By the end of the program, students will have:

  • Distinguished issues of modernity/postmodernity impacting their local ministries/missions
  • Identified the effects of globalization on their local contexts and churches
  • Developed missiological plans of engagement that reflect both local and global dimensions

Lifelong Learning in a Diverse Community - the Continuing Development of Leadership

4. Graduates will employ a lifelong learning posture that values peer learning with diverse persons as well as reflection on practice. 

By the end of the program, students will have:

  • Developed and fulfilled personal learning plans
  • Investigated adult learning principles
  • Participated in a diverse community of learning that incorporated peer learning and reflection on practice

Organizational Dynamics  - the Implementation of Leadership

5. Graduates will examine various organizational dynamics and apply selected administrative theories. 

By the end of the program, students will have:

  • Observed their churches/organizations through a variety of organizational development theories
  • Evaluated their churches/organizations in order to diagnose health and offer prescriptives if necessary

Leadership Development and Character  - the Heart of Leadership

6. Graduates will implement a developmental perspective that prioritizes character/spiritual formation.

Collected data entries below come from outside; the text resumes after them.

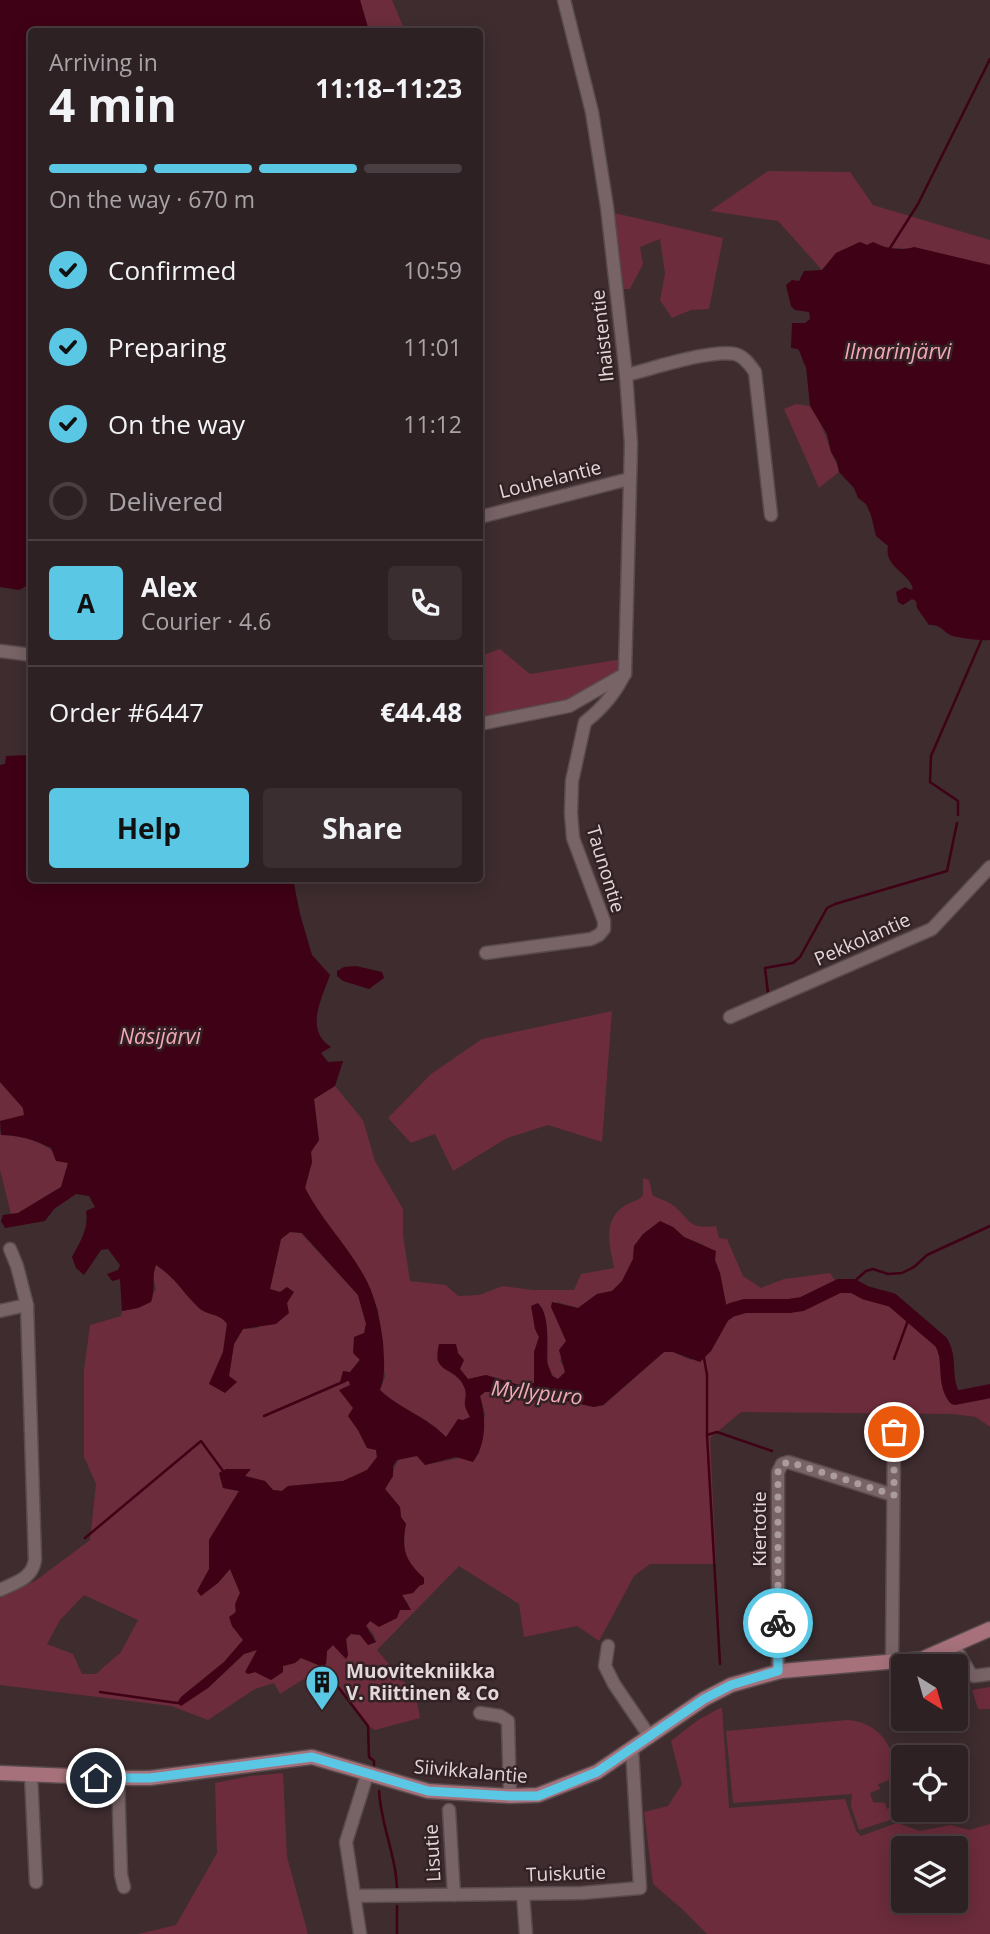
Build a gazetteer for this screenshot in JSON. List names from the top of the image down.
{
  "streets": {
    "main road": ["Siivikkalantie"],
    "street": [
      "Ihaistentie",
      "Louhelantie",
      "Taunontie",
      "Pekkolantie",
      "Kiertotie",
      "Lisutie",
      "Tuiskutie"
    ]
  },
  "crossings": [
    ["Ihaistentie", "Louhelantie"],
    ["Ihaistentie", "Taunontie"],
    ["Kiertotie", "Siivikkalantie"],
    ["Siivikkalantie", "Tuiskutie"],
    ["Lisutie", "Tuiskutie"]
  ],
  "water": ["Ilmarinjärvi", "Näsijärvi", "Myllypuro"],
  "places": {
    "building": ["Muovitekniikka V. Riittinen & Co"]
  },
  "north": "bottom right",
  "page": {
    "heading": ["4 min", "Arriving in", "11:18–11:23"],
    "panel": [
      "Alex",
      "Courier · 4.6",
      "Order #6447",
      "€44.48"
    ],
    "bar": "On the way · 670 m",
    "list": [
      ["Confirmed", "10:59"],
      ["Preparing", "11:01"],
      ["On the way", "11:12"],
      "Delivered"
    ],
    "round": "A",
    "buttons": ["Help", "Share"]
  }
}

By the end of the program, students will have:

  • Described and evaluated their personal and ministry character/spiritual development
  • Designed and implemented plans for character/spiritual development and mentoring
  • Identified leadership emergence concepts to facilitate lifelong development as leaders

Typical MAGL Student

Who is the typical student in the MA in Global Leadership?

Average ministry experience: 8 years

Average Age: 38

Type of Ministry:

  • Pastoral ministry 52%
  • Missions and church planting 21.5%
  • Nonprofit, lay ministry, other 26.5%

Ministry Context:

US 65%

Other (over 80 countries) 35% A sampling of the locations in which students serve/have served: Afghanistan, Albania, Australia, Azerbaijan, Bangladesh, Bosnia, Brazil, Cambodia, Canada, China, Colombia, Cyprus, Czech Republic, Egypt, Ethiopia, Estonia, France, Germany, Ghana, Greece, Hong Kong, Hungary, India, Indonesia, Iran, Israel, Jamaica, Japan, Kenya, Korea, Liberia, Malaysia, Mexico, Mongolia, Morocco, Netherlands, Nigeria, Peru, Philippines, Portugal, Romania, Russia, Rwanda, Senegal, South Africa, South Korea, Spain, Sudan, Switzerland, Taiwan, Thailand, Tunisia, Turkey, Uganda, Ukraine, United Kingdom,Venezuela.

Learning while you lead alongside such a diverse group of leaders is one of the many strengths of the MAGL!